Coenen se levantó, sus piernas ya no soportaban seguir dobladas. Estaba pálido, como si le hubiera acusado de robo, o de asesinato.
—Ya le advertí a Cornelius Wheeler contra esos bandidos vestidos de mendigos que vienen a venderte objetos de valor de buenas a primeras. Son todos malhechores sin fe ni ley. Y ahora tengo la sensación de ser cómplice de sus delitos, y también un encubridor. Mi casa ha sido mancillada. ¡Que Dios te castigue, Wheeler!
Me apresuré a tranquilizarle, diciéndole que ni él ni el inglés tenían nada que reprocharse, puesto que no conocían el origen de la mercancía. Al mismo tiempo, le pregunté con delicadeza qué era lo que transportaba el vendedor, además de mis «amantes». Desde luego, lo que yo pretendía saber es si El centésimo nombre había sobrevivido también. Después de todo, había salido en el mismo navío, en el mismo equipaje. Un libro, ya lo sé, es más perecedero que una estatuilla de metal, y los causantes del naufragio que ocasionaron la pérdida del navío y masacraron a los hombres para apoderarse de las riquezas transportadas bien podían haber conservado unas estatuillas cubiertas por una capa de oro y sin embargo arrojar un libro por la borda.
—Cornelius compró bastantes cosas a ese hombre.
—¿Unos libros?
—Un libro, sí.
No me esperaba yo una respuesta tan clara.
—Un libro en lengua árabe ante el que parecía maravillado.
Mientras el vendedor seguía allí, me dijo Coenen, su amigo no pareció concederle gran importancia.
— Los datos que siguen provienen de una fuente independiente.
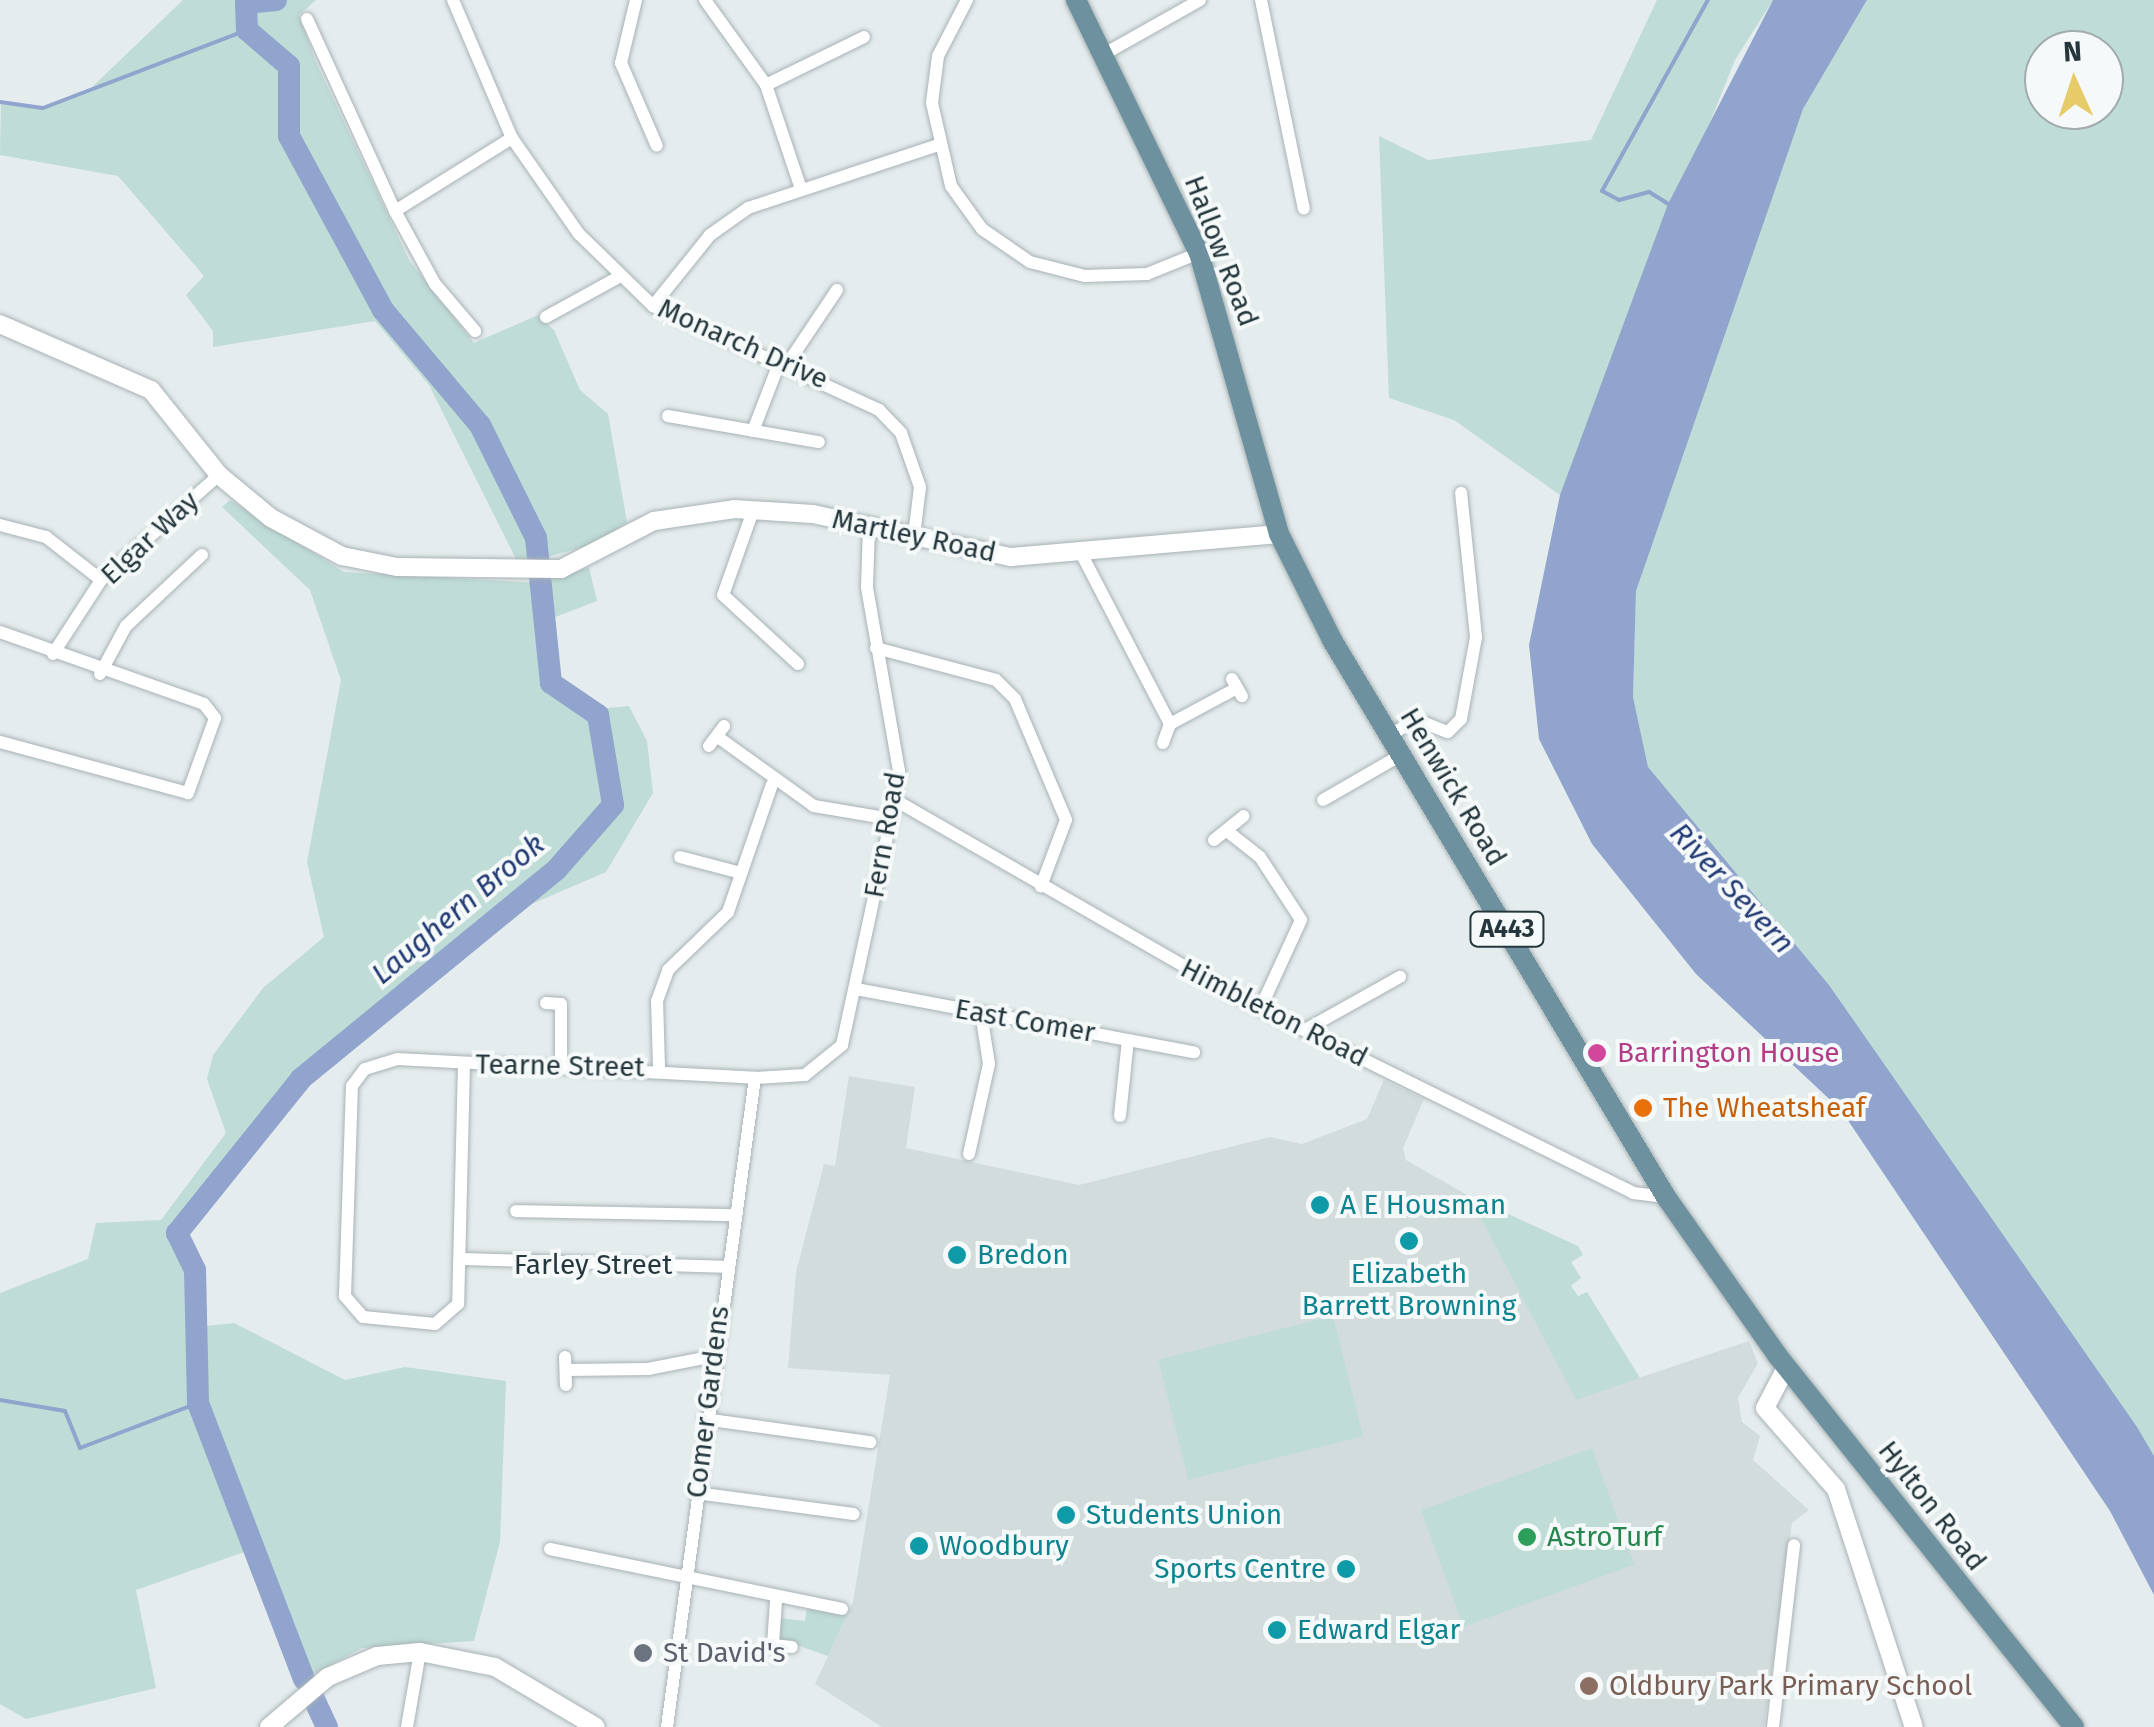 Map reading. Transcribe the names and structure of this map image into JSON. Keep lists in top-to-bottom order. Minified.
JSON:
{"streets":{"main road":["Hallow Road","Martley Road","Henwick Road","A443","Hylton Road"],"street":["Monarch Drive","Elgar Way","Fern Road","Himbleton Road","East Comer","Tearne Street","Farley Street","Comer Gardens"]},"crossings":[["Hallow Road","Martley Road"],["Hallow Road","Henwick Road"],["Monarch Drive","Martley Road"],["Martley Road","Elgar Way"],["Martley Road","Henwick Road"],["Martley Road","Fern Road"],["Henwick Road","Himbleton Road"],["Henwick Road","Hylton Road"],["Fern Road","Himbleton Road"],["Fern Road","East Comer"],["Fern Road","Tearne Street"],["Fern Road","Comer Gardens"],["Tearne Street","Farley Street"],["Tearne Street","Comer Gardens"],["Farley Street","Comer Gardens"]],"water":["River Severn","Laughern Brook"],"places":["Barrington House","The Wheatsheaf","A E Housman","Elizabeth Barrett Browning","Bredon","Students Union","AstroTurf","Woodbury","Sports Centre","Edward Elgar","St David's","Oldbury Park Primary School"],"north":"top"}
Pero en cuanto el hombre se marchó, muy contento por haberse librado de tanta mercancía, el inglés no se contuvo más; se puso a darles vueltas y más revueltas al libro, leyendo y releyendo la primera página.
—Parecía tan feliz de su adquisición que cuando le pregunté sobre la época de las estatuillas me las regaló al momento. Yo protesté, pero él no quiso escucharme y le ordenó a su asistente que envolviera el regalo y lo llevara a mi casa.
—¿No le dijo a vuestra merced nada sobre el libro?
—Poca cosa. Que es un libro raro y que numerosos clientes se lo piden desde hace años, porque imaginan que les procurará no sé qué poderes y protecciones divinas. Un talismán, en cierto modo. Recuerdo que le dije que un verdadero creyente no necesitaba de artificios tales, y que para ganarse los favores del Cielo bastaba con hacer el bien y repetir las oraciones que Nuestro Salvador nos enseñó. Wheeler se mostró de acuerdo y me aseguró que él no creía en esas pamplinas, pero que como comerciante se sentía feliz de haber adquirido un objeto codiciado que podría vender a un buen precio.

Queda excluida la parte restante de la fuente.